In questo contesto si inserisce il recente avvicendamento alla presidenza. Lo scorso 9 marzo è stato eletto il nuovo Presidente, il collega Stefano Dalla Mutta, chiamato a guidare l’Ente in una fase che richiede continuità, ma anche capacità di interpretare le nuove sfide. Il Consiglio di Amministrazione, pur nella nuova guida, manterrà la propria scadenza naturale, garantendo stabilità istituzionale e coerenza nell’azione. Al contempo, è doveroso esprimere un sentito ringraziamento a Sergio Giorgini, che ha scelto di dimettersi per conciliare esigenze di salute, vita privata e professionale.
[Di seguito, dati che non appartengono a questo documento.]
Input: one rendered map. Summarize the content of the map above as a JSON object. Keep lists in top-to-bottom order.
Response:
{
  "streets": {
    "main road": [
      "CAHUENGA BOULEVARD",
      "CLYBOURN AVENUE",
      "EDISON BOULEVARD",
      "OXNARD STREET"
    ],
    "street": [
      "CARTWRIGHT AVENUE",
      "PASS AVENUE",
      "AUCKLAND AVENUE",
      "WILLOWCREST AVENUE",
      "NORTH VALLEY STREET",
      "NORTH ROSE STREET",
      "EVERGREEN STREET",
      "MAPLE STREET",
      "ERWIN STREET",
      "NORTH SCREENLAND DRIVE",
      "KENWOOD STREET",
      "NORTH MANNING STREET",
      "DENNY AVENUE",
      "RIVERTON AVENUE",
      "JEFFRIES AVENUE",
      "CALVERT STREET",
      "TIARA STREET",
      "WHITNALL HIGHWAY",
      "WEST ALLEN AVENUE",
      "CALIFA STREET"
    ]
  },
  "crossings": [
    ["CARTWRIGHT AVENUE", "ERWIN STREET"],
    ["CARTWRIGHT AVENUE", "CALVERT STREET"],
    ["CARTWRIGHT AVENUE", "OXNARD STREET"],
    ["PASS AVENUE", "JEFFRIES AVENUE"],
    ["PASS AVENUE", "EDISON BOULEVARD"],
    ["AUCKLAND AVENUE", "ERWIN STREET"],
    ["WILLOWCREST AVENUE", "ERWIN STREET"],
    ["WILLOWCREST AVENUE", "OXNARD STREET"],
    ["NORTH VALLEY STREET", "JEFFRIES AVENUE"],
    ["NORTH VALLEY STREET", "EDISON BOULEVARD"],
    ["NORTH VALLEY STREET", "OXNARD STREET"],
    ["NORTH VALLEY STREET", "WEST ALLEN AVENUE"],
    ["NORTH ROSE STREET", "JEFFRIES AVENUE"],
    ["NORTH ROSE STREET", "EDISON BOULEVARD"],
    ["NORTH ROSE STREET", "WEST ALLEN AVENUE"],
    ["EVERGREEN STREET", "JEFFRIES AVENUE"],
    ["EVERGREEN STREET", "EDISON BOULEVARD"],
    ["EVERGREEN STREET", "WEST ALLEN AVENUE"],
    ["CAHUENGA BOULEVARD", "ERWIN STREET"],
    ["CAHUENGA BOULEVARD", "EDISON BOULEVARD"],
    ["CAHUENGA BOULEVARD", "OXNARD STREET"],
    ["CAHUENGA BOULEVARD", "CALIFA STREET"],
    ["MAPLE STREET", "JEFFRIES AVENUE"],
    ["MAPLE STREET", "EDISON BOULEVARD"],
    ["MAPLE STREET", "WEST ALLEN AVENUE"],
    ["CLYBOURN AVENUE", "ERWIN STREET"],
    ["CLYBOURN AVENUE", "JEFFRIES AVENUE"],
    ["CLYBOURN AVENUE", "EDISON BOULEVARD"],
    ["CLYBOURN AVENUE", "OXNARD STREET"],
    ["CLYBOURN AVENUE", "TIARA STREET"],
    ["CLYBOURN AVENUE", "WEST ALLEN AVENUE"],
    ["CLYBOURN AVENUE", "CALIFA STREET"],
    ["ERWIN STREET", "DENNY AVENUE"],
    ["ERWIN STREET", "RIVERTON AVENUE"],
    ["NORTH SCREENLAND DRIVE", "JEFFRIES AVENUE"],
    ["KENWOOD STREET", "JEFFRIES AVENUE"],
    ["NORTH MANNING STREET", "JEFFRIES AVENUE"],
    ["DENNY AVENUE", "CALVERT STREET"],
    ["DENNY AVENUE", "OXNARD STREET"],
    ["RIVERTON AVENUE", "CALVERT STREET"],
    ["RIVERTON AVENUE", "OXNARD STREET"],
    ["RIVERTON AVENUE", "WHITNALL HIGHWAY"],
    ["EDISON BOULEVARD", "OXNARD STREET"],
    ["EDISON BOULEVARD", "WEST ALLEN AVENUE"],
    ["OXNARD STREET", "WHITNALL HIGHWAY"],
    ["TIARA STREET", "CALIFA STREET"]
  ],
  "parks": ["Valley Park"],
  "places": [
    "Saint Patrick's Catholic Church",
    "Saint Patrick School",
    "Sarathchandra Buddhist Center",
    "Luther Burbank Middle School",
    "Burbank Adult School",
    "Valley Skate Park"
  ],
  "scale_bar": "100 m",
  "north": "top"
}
A lui vanno riconosciuti i meriti per il lavoro svolto e per i risultati conseguiti nel corso del suo mandato, oltre a un sincero augurio di serenità per il futuro, anche alla luce del lungo percorso condiviso in seno al Consiglio Nazionale e dell’amicizia che ci lega.
La nostra architettura ordinamentale attribuisce al Consiglio Nazionale dell’Ordine dei Consulenti del Lavoro il compito di definire le linee di indirizzo politico in materia previdenziale, mentre all’ENPACL spetta il ruolo di attuazione. È evidente come il corretto funzionamento del sistema passi attraverso una relazione costante, equilibrata e costruttiva tra tutte le componenti della categoria. Solo un’azione coordinata consente infatti di raggiungere obiettivi complessi e di affrontare con efficacia le trasformazioni in atto.
Guardando alle prospettive future, assume un rilievo strategico il rafforzamento delle politiche assistenziali e di welfare di categoria. In questa direzione si colloca il nuovo Statuto, attualmente al vaglio dei Ministeri vigilanti, che introduce importanti innovazioni. Tra queste, l’aumento delle risorse destinate al welfare attraverso l’incremento dell’utilizzo del contributo integrativo dal 3% al 5%, finalizzato a sostenere iniziative a supporto dello sviluppo della professione. Una scelta che conferma la volontà di investire non solo nella previdenza, ma anche nella qualità della vita professionale degli iscritti.
Questo approccio si integra pienamente con il “progetto giovani”, che rappresenta una delle principali direttrici di azione della categoria. L’obiettivo è quello di avvicinare le nuove generazioni alla professione, valorizzando le opportunità offerte dal lavoro autonomo. In un contesto in cui il lavoro subordinato viene spesso percepito come scelta più sicura, è fondamentale evidenziare come la libera professione, supportata da un sistema previdenziale e assistenziale solido, possa rappresentare una scelta altrettanto, se non più, sostenibile e prospettica. Le misure di accesso al credito, i finanziamenti dedicati e le tutele offerte dall’ENPACL costituiscono strumenti concreti per accompagnare i giovani nel percorso di avvio e consolidamento dell’attività professionale.
Non meno rilevanti sono gli investimenti in ambito patrimoniale e organizzativo. L’acquisto di 16 sedi dei Consigli Provinciali, tra cui la nostra nuova “casa” di Piazza Municipio 84, testimonia una strategia orientata al rafforzamento dell’immagine e della valorizzazione delle nostre istituzioni sul territorio. Allo stesso modo, la riflessione in corso sull’istituzione di un ente mutualistico interno in sostituzione di EMAPI evidenzia un sistema in continuo adattamento e miglioramento.
In definitiva, l’ENPACL si conferma come un pilastro fondamentale per il presente e il futuro della professione. Non solo garante della sostenibilità previdenziale, ma protagonista attivo nello sviluppo della categoria, capace di interpretare i cambiamenti e di offrire risposte concrete alle esigenze degli iscritti. È su questa base che dobbiamo continuare a costruire, con responsabilità e visione, il futuro dei Consulenti del Lavoro.